Otto Rehhagel, früherer Meistertrainer des 1. FC Kaiserslautern, bemühte vor vielen Jahren einmal einen seiner vielen legendären Sprüche. „In diesem Geschäft gibt es nur eine Wahrheit: Der Ball muss ins Tor“, sagte er. Nun beim 0:0 zwischen Arminia Bielefeld und dem 1. FC Kaiserslautern in der Zweiten Fußball-Bundesliga hatte es lange Zeit den Anschein, als wollten beide Mannschaften kein Tor erzielen. Denn Torraumszenen in diesem dürftigen Kick gab es ganz wenige. 0,05 betrug der xgoal-Wert des FCK nach der ersten Halbzeit, 0,14 nach dem Spiel. Dieser Wert ist eine Fußballstatistik, die die Wahrscheinlichkeit ausdrückt, dass ein bestimmter Torschuss ein Tor wird, und liegt immer zwischen 0 und 1. Mit anderen Worten: Der FCK war meilenweit davon entfernt, auch nur ansatzweise ein Tor zu erzielen.
Zeitweise hatte es den Anschein, als wäre in einem Ü-40-Spiel mehr Dynamik im Spiel. Das ist natürlich nicht der Fall, aber was beide Teams auf dem Platz darboten, war sehr magere Fußballkost. Die 26.750 Zuschauer in der ausverkauften Schüco-Arena wurden auf eine harte Probe gestellt.

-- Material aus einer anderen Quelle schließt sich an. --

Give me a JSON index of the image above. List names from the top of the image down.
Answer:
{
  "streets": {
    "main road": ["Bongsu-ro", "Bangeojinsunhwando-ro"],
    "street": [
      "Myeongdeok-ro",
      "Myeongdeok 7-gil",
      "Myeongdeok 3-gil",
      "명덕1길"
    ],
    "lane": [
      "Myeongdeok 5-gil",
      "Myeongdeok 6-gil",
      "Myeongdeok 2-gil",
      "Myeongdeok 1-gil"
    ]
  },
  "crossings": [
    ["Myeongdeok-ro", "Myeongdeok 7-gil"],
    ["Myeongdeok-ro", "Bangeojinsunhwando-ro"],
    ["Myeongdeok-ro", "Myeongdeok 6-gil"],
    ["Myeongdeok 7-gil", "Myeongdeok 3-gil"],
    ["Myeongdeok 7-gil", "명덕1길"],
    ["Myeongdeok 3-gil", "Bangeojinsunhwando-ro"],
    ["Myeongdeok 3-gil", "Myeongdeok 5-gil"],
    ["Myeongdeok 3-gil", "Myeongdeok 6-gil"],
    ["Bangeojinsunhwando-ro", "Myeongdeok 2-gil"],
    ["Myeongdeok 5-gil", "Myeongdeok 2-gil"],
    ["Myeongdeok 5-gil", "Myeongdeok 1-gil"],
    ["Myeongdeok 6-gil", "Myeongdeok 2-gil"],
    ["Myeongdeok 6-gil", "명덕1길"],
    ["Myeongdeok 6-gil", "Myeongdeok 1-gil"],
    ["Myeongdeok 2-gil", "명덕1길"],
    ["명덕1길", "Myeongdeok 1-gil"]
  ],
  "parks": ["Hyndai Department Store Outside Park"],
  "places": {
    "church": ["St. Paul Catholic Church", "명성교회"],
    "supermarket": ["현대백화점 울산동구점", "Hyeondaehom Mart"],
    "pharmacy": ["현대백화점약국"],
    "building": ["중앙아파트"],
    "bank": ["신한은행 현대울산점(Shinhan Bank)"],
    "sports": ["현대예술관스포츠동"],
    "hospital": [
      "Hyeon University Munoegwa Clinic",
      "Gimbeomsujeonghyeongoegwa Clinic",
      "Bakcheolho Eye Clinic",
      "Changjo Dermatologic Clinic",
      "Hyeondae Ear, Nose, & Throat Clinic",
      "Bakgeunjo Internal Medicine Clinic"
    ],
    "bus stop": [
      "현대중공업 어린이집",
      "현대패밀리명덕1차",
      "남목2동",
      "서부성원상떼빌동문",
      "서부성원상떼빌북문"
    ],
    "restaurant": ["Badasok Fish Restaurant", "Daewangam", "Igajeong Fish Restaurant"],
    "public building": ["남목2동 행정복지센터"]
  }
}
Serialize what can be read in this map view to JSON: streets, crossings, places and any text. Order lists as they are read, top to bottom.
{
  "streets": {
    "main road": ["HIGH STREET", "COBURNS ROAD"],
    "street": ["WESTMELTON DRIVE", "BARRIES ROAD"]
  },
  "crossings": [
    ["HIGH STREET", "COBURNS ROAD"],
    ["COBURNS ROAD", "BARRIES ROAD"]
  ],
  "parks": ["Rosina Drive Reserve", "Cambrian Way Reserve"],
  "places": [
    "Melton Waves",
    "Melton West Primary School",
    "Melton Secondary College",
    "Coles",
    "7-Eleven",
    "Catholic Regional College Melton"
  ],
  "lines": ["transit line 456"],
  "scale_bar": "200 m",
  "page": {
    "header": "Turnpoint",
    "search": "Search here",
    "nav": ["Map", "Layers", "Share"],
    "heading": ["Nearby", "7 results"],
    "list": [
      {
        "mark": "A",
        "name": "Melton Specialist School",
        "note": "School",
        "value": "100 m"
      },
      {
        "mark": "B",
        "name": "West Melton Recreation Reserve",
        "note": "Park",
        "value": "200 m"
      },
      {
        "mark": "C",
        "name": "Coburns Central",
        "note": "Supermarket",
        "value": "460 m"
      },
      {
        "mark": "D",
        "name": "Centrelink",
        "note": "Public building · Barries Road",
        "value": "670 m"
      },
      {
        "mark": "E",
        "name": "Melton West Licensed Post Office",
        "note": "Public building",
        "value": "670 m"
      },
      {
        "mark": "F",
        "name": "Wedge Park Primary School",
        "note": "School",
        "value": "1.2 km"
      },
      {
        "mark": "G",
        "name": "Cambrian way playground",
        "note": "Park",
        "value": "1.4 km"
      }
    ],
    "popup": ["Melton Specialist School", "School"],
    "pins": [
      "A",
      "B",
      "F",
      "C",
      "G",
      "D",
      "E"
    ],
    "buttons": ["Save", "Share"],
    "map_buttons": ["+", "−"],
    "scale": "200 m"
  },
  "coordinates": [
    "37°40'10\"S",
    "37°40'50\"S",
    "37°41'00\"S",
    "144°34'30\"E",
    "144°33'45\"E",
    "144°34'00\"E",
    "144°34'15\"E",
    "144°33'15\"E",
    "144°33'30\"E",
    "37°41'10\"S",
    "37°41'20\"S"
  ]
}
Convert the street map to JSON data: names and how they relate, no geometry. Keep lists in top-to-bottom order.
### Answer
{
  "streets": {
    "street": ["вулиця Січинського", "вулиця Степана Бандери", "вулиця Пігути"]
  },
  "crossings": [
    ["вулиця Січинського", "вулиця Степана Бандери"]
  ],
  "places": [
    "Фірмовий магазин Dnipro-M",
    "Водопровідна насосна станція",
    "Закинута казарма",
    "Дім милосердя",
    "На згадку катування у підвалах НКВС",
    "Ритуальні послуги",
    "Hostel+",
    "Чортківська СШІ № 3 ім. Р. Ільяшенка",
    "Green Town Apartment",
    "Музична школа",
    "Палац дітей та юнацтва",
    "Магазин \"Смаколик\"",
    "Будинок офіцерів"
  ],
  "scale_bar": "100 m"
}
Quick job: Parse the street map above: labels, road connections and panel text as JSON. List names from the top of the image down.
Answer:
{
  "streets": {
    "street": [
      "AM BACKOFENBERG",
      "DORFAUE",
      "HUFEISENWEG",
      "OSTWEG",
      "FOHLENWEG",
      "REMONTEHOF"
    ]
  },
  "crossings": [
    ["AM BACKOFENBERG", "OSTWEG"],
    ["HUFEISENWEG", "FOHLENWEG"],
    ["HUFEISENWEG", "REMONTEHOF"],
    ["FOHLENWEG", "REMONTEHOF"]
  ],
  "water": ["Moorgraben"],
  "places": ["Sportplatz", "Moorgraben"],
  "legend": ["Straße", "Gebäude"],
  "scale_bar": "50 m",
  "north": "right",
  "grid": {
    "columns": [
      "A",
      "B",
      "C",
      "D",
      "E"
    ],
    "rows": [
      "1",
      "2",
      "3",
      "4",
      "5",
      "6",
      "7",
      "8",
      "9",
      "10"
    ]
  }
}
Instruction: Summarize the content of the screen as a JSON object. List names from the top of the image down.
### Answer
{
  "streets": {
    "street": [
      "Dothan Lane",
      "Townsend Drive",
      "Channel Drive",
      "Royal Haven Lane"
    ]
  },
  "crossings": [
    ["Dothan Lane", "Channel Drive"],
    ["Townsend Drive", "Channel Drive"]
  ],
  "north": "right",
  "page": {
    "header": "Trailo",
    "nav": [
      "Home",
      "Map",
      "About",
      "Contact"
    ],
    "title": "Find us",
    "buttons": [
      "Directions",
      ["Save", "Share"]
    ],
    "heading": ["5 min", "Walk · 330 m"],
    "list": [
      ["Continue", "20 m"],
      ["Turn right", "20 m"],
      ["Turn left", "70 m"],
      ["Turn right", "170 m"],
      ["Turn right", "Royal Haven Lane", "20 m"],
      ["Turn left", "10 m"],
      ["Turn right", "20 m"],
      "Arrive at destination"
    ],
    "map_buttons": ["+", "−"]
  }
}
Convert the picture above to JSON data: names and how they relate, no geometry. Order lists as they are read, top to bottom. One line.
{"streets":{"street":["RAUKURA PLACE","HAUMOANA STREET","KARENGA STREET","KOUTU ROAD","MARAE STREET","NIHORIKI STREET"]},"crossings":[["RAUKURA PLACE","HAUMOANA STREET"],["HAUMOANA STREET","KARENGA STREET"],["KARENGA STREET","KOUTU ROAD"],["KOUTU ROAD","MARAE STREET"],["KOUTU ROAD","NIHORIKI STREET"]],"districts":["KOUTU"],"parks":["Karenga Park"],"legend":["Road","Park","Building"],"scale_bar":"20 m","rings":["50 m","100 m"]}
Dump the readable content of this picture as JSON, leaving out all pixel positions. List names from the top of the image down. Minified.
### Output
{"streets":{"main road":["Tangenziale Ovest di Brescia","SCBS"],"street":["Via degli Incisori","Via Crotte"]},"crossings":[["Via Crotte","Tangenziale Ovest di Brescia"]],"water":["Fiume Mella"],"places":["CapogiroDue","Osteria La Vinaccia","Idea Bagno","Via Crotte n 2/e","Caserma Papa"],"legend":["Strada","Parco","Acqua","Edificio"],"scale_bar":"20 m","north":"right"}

Ritter und Skyttä bleiben blass
Der FCK, mit Florian Kleinhansl für den gelb-gesperrten Mika Haas, in der Startelf, war klar darauf bedacht, kein Gegentor zu bekommen und in der Offensive auf einen genialen Moment von Marlon Ritter oder Naatan Skyttä zu hoffen. Doch die beiden Kreativköpfe des FCK blieben blass und mussten in der 70. Minute vom Platz. Für sie kamen Faride Alidou und Dickson Abiama. Das letzte Auswärtsspiel des Jahres wollte der FCK ganz offensichtlich mit einem (Teil)-Erfolg über die Bühne bringen. Das gelang, ohne Glanz, aber mit einer gewissen Effektivität. Denn in der Defensive überzeugten die Roten Teufel. Sie waren gut organisiert, ließen so gut wie keine Chance aus dem Spiel heraus zu. Drei nennenswerte Chancen waren in dem Spiel zu notieren – alle für Arminia Bielefeld. In der 50. Minute zog Marius Wörl aus 25 Metern ab. FCK-Torwart Julian Krahl faustete den Ball zur Ecke. Dann nahm der aus Ludwigshafen stammende Stefano Russo Maß. Sein Schuss klatschte an die Latte (60.). Und der Kopfball von Joel Felix parierte Krahl stark (85.).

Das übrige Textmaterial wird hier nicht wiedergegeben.